# Sci-Fi IRL #1: Utopia Dystopia

### A Data Storytelling Project by Tobias Reaper

### ---- Datalogue 005 ----

---
---

### Resources

- [PushShift API GitHub Repo](https://github.com/pushshift/api)
- [PushShift.io](https://pushshift.io/)
- [PushShift API Documentation](https://pushshift.io/api-parameters/)
- [Bokeh Gallery](https://bokeh.pydata.org/en/latest/docs/gallery.html)

---

### 1. List of Subreddits, organized by category

#### Entertainment

- entertainment, 1.1m
- scifi, 1.2m
- sciencefiction, 113k
- AskScienceFiction, 163k
- WritingPrompts, 14.0m
- writing, 888k
- movies, 21.5m
- gaming, 23.7m
- books, 17.1m
- suggestmeabook, 596k

#### Science / Technology

- Futurology, 14.2m
- futureporn, 161k
- space, 15.9m
- technology, 8.2m
- science, 22.4m
- askscience, 18.1m
- MachineLearning, 779k
- artificial, 87.7k
- TechNewsToday, 82.6k
- EverythingScience, 175k

#### Media / General

- worldnews, 22.2m
- news, 19m
- politics, 5.4m
- philosophy, 14.1m
- conspiracy, 984k
- skeptic, 134k
- changemyview, 830k
- AskReddit, 24.6m
- environment, 608k
- memes, 6.4m

---

### 2. List of Keywords

I had the thought that using "utopia" and "dystopia" alone might cause the data and results to be biased because those are not in the vernacular of many. Therefore, it would bias the data toward those who consume sci-fi or are into futurism. While gathering data on these folks is somewhat the point of the analysis, I would think there to be other words that would provide more of a fair judgement of popular sentiment.

- Basic
  - Utopia / Dystopia

---
---

### Imports

In [1]:
# Three Musketeers
import pandas as pd
import numpy as np
import matplotlib.pyplot as plt

In [2]:
# For using the API
import requests
# import json
# from pandas.io.json import json_normalize

In [3]:
# More advanced vizualizations
from bokeh.plotting import figure, output_file, output_notebook, show
from bokeh.models import NumeralTickFormatter, DatetimeTickFormatter

---

### Configuration

In [4]:
# Set pandas display option to allow for more columns and rows
pd.set_option("display.max_columns", 100)
pd.set_option("display.max_rows", 500)

---

### Functions

In [36]:
def subreddit_agg(query, subreddit, frequency="month", aggs="created_utc"):
    """
    Returns the JSON response of a PushShift API aggregate comment search as a Python dictionary.
    
    Note: if you're reading this note, that means that this function is still only written
    with the intention of automating a specific set of actions for a specific project.
    
    ---- Arguments ----
    query: (str) keyword to search.
    subreddit: (str) subreddit name
    frequency: (str) set the size of the time buckets.
    aggs: (str) aggregate function name.
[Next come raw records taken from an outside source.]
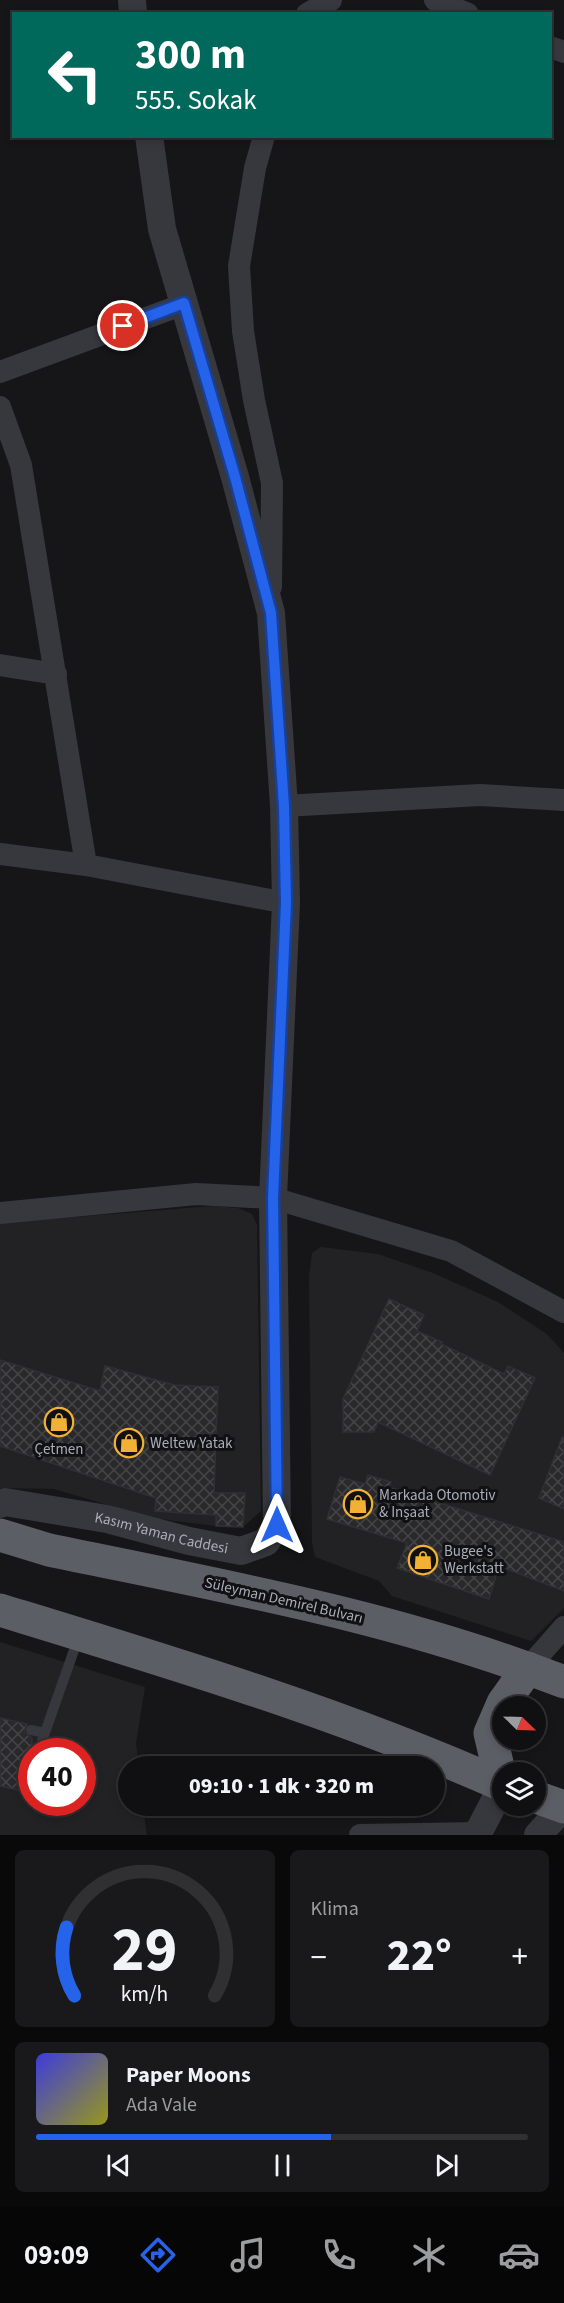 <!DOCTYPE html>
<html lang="tr">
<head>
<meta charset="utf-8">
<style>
	body { margin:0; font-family:"Source Sans 3",sans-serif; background:#19191b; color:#f1f3f6; height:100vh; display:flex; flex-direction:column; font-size:22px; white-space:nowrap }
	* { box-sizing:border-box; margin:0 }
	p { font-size:20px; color:#9c9d9f }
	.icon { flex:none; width:33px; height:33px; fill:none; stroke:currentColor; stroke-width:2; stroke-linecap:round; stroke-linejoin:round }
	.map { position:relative; height:1835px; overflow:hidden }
	.panel { display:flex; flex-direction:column; gap:15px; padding:15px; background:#09090a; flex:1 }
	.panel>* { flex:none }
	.guide { position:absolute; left:12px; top:12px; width:540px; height:126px; border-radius:0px; box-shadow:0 3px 9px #0003,0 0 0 2px #303032; background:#00695c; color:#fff; overflow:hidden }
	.needle { width:39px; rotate:113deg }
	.controls { position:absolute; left:492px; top:1696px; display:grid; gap:12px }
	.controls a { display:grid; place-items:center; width:54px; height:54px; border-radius:50%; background:#101012; box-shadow:0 3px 9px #0003,0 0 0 2px #303032; font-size:30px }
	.speed { position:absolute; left:18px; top:1738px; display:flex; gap:12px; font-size:30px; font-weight:700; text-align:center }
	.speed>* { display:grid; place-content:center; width:78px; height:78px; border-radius:50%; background:#101012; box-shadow:0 3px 9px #0003,0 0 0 2px #303032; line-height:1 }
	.speed .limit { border:9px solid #d22; background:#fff; color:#111 }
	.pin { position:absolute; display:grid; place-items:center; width:51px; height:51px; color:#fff; margin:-26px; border:3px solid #fff; border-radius:50%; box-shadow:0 2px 6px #0007 }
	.me { position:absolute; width:66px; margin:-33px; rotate:0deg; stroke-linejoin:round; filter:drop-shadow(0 0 4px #0008) }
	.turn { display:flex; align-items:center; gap:21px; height:126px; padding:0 24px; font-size:27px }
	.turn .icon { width:78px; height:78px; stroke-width:2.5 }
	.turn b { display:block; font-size:42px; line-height:51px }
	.big { font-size:45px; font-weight:800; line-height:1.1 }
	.panel .widget { flex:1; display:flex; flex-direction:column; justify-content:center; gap:9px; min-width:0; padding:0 21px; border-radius:9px; background:#19191b }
	.panel .dial { align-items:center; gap:0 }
	.dial svg { height:156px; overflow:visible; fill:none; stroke:#303032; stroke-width:7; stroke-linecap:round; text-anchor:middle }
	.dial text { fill:#f1f3f6; stroke:none }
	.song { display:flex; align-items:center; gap:18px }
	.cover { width:72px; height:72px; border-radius:9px; background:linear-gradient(135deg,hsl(240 70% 55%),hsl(60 70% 35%)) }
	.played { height:6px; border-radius:3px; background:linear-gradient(90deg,#2563eb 60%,#303032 60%) }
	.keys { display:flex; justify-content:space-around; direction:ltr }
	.heat { display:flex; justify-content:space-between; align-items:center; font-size:33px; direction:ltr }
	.panel .tiles { flex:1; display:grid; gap:15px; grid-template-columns:1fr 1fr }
	.widget:last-child { grid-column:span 2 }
	.trip { position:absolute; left:118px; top:1756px; width:327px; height:60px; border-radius:30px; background:#101012; box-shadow:0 3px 9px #0003,0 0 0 2px #303032; font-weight:800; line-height:60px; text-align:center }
	.menu { display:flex; height:96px; justify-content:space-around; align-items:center; background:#060607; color:#9c9d9f }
	.menu .icon { width:42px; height:42px }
	.menu .current { color:#2563eb }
	.menu b { font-size:27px; color:#f1f3f6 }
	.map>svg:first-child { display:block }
	.built { fill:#222225; fill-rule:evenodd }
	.building { fill:url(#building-cross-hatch); stroke:#303034; stroke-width:1.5 }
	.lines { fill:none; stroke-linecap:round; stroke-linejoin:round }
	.service { stroke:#37383d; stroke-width:10 }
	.minor { stroke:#37383d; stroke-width:22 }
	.tertiary { stroke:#37383d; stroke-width:28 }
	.trunk { stroke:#5b5e65; stroke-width:33 }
	.route-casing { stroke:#184099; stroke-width:15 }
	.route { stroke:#2563eb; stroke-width:10 }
	.labels { text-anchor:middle; stroke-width:6; stroke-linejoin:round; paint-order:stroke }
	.poi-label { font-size:15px; fill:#a8adb8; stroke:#111113; text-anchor:start }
	.street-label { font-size:15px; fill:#a8adb8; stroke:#111113 }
</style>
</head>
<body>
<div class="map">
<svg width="564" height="1835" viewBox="0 0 564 1835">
	<defs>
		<pattern id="building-cross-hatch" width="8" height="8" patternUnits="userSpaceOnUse" patternTransform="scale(1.5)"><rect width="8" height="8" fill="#29292c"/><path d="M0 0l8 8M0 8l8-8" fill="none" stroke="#454548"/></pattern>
	</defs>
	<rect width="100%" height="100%" fill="#161618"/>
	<path class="built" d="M 213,1206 L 238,1208 L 252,1214 L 257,1225 L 261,1511 L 243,1527 L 216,1526 L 152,1518 L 54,1489 L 0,1488 L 0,1223 Z
		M 321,1247 L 378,1254 L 433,1273 L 498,1302 L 547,1334 L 564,1353 L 564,1608 L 531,1641 L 392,1596 L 379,1581 L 315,1557 L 312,1542 L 309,1276 L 312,1253 Z
		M 0,1642 L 145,1687 L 136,1743 L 139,1767 L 129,1767 L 129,1806 L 143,1806 L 147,1835 L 0,1835 ZM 32,1752 L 82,1752 L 82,1803 L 32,1803 Z"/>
	<path class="building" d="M 389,1299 L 424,1315 L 417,1331 L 442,1342 L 441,1344 L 504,1374 L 508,1366 L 535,1378 L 490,1475 L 378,1422 L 374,1432 L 343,1432 L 343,1399 Z
		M 0,1360 L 100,1391 L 105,1366 L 174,1385 L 218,1387 L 216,1434 L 200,1434 L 216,1439 L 214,1493 L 245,1493 L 243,1527 L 216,1526 L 216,1515 L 155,1511 L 156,1498 L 0,1446 Z
		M 562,1437 L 564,1438 L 564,1509 L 539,1498 Z
		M 368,1475 L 391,1482 L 389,1487 L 564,1542 L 564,1591 L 499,1566 L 489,1599 L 397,1568 L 407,1543 L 327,1519 L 340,1477 L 365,1484 Z
		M 0,1718 L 27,1724 L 24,1732 L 32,1738 L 32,1793 L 0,1786 Z"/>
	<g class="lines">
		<path class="service" d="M 31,1730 L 45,1733
			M 42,1741 L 79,1636"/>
		<path class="minor" d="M 435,0 L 468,14
			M 307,14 L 331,0
			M 550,47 L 564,52
			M 264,136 L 255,168 L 239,266 L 243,331 L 254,400 L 272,483 L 271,587
			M 0,372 L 184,304
			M 0,407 L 21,465 L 86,865
			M 0,665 L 56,674
			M 284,806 L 480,795 L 564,800
			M 0,854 L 86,865 L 286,903
			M 0,1213 L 196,1194 L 273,1198 L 451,1251 L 564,1312
			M 528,1668 L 564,1627
			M 360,1835 L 478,1833"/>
		<g class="tertiary">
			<path d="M 132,0 L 133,14"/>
			<path id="s1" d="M 0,1504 L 5,1502 L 107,1519 L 189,1541 L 241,1551 L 266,1542 L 277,1525 L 273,1198 L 286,903 L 284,806 L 271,613 L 235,477 L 162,229 L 149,136"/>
			<path d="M 477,1835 L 502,1787"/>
			<path d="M 538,1835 L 563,1807"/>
		</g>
		<path class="trunk" d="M 0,1535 L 49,1550 C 223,1586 398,1617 564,1682
			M 0,1610 C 170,1662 340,1713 502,1785
			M 502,1784 L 490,1733 L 503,1703 L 528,1668
			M 536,1797 L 564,1807"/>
	</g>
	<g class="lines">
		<g class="route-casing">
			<path id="route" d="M 123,326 L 184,303 L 235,477 L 271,613 L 284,806 L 286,903 L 273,1198 L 277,1525"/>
		</g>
		<use href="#route" class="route"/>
	</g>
	<defs>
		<g id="shop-ring" transform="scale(1.5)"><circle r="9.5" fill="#111113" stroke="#f2b134" stroke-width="1.5"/><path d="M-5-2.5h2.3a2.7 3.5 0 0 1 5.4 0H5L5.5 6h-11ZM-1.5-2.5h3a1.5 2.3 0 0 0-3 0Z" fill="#f2b134"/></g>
	</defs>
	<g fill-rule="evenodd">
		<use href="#shop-ring" x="59" y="1422"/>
		<use href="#shop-ring" x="129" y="1443"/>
		<use href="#shop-ring" x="358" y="1504"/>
		<use href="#shop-ring" x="423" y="1560"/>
	</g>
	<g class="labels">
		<g class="poi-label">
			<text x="150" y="1448">Weltew Yatak</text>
			<text x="59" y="1454" text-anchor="middle">Çetmen</text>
			<text x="379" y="1500">Markada Otomotiv<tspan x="379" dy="17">&amp; Inşaat</tspan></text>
			<text x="444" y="1556">Bugee's<tspan x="444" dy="17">Werkstatt</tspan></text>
		</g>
		<g class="street-label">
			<text dy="5" stroke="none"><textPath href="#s1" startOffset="165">Kasım Yaman Caddesi</textPath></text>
			<text transform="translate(284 1600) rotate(13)" y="5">Süleyman Demirel Bulvarı</text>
		</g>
	</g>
</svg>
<div class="controls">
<a><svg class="needle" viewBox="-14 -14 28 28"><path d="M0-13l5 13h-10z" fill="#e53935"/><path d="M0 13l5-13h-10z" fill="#9c9d9f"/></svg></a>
<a><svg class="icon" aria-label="layers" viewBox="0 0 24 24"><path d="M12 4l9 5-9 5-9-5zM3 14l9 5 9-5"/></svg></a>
</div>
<div class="speed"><div class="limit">40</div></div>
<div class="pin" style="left:123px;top:326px;background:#d93025"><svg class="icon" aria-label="arrive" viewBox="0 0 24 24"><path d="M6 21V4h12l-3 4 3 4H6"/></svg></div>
<svg class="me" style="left:277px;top:1525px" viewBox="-20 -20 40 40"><path d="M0-17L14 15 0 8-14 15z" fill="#2563eb" stroke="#fff" stroke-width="4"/></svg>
<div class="trip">09:10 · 1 dk · 320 m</div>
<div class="guide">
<div class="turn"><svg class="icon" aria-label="left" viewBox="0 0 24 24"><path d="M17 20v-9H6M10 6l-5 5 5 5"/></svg><div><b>300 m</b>555. Sokak</div></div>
</div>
</div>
<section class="panel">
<div class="tiles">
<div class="widget dial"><svg viewBox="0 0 100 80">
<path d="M14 69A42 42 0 1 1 86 69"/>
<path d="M14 69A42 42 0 0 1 10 34" stroke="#2563eb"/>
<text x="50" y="56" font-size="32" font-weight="700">29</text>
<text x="50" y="72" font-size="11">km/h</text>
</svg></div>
<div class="widget"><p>Klima</p>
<div class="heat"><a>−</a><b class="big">22°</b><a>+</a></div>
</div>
<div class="widget">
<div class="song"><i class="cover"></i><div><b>Paper Moons</b><p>Ada Vale</p></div></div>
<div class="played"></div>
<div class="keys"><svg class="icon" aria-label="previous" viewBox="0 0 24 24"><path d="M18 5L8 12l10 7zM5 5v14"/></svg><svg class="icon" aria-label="pause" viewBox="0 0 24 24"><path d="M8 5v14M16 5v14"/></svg><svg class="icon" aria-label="next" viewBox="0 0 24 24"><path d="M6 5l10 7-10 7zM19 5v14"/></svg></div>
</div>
</div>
</section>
<nav class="menu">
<b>09:09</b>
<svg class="icon current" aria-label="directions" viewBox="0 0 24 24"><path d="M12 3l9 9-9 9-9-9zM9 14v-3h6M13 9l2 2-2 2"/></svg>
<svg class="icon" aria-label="music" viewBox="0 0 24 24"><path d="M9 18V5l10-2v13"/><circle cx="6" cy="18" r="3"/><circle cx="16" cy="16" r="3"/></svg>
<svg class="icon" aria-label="phone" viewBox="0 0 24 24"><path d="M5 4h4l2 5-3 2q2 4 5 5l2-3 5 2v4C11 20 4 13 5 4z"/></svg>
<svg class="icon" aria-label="climate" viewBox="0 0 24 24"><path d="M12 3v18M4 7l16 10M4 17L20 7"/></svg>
<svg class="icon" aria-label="car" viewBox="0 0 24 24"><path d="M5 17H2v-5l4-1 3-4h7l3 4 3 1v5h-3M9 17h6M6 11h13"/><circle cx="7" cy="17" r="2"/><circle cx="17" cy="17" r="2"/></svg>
</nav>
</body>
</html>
Default is "created_utc".
    (For more information, read the PushShift API Documentation.)
    -------------------
    """
    
    # Build the query url based on endpoints and parameters 
    url = f"https://api.pushshift.io/reddit/search/comment/?q={query}&subreddit={subreddit}&aggs={aggs}&frequency={frequency}"
    
    # Send the request and save the response into the response object
    response = requests.get(url)
    
    # Check the response; stop execution if failed
    assert response.status_code == 200
    
    # Parse the JSON into a Python dictionary
    # and return it for further processing
    return response.json()

In [37]:
def time_agg_df(data, keyword, frequency="month"):
    """
    Returns cleaned Pandas DataFrame of keyword frequency over time, given correctly-formatted Python dictionary.
    Renames the frequency column to keyword; converts month to datetime.
    
    Note: if you're reading this note, that means that this function is still only written
    with the intention of automating a specific set of actions for a specific project.
    
    ---- Arguments ----
    data: (dict) Python dictionary converted from JSON API response.
    keyword: (str) the keyword that was queried.
    time_bucket: (str) size of time buckets, which is also the name of the resulting DataFrame column. Defaults to "month".
    -------------------
    """
    
    # Convert the python object into a pandas dataframe
    df = pd.DataFrame(data["aggs"]["created_utc"])

    # Convert "key" into a datetime column
    df["key"] = pd.to_datetime(df["key"], unit="s", origin="unix")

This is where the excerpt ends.